▸ PROBLEM TO WORK ON:
Each line of the material must be repeated precisely, with the pictures left out.
*** Opening DATA EXTRACT ***
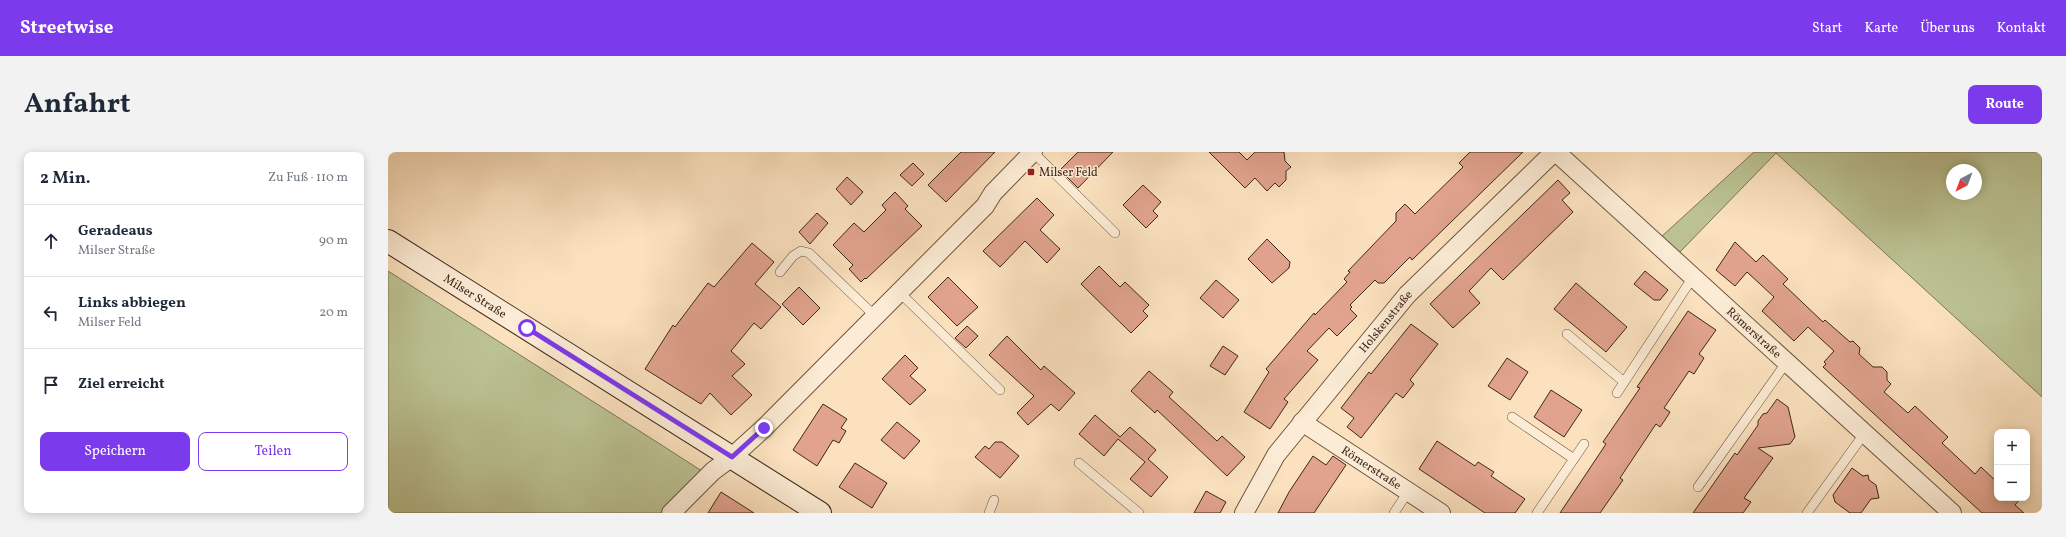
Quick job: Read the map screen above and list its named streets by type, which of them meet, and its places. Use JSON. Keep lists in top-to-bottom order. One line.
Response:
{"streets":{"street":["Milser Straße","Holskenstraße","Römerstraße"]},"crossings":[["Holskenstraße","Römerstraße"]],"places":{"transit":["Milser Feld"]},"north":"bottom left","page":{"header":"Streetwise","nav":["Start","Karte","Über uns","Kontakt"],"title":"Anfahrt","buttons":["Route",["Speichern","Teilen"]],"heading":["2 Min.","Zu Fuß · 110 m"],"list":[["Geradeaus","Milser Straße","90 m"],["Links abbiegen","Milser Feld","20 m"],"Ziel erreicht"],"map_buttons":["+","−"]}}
*** Closing DATA EXTRACT ***
▸ FINISHED EXERCISE:
Quick job: Read the map screen above and list its named streets by type, which of them meet, and its places. Use JSON. Keep lists in top-to-bottom order. One line.
Response:
{"streets":{"street":["Milser Straße","Holskenstraße","Römerstraße"]},"crossings":[["Holskenstraße","Römerstraße"]],"places":{"transit":["Milser Feld"]},"north":"bottom left","page":{"header":"Streetwise","nav":["Start","Karte","Über uns","Kontakt"],"title":"Anfahrt","buttons":["Route",["Speichern","Teilen"]],"heading":["2 Min.","Zu Fuß · 110 m"],"list":[["Geradeaus","Milser Straße","90 m"],["Links abbiegen","Milser Feld","20 m"],"Ziel erreicht"],"map_buttons":["+","−"]}}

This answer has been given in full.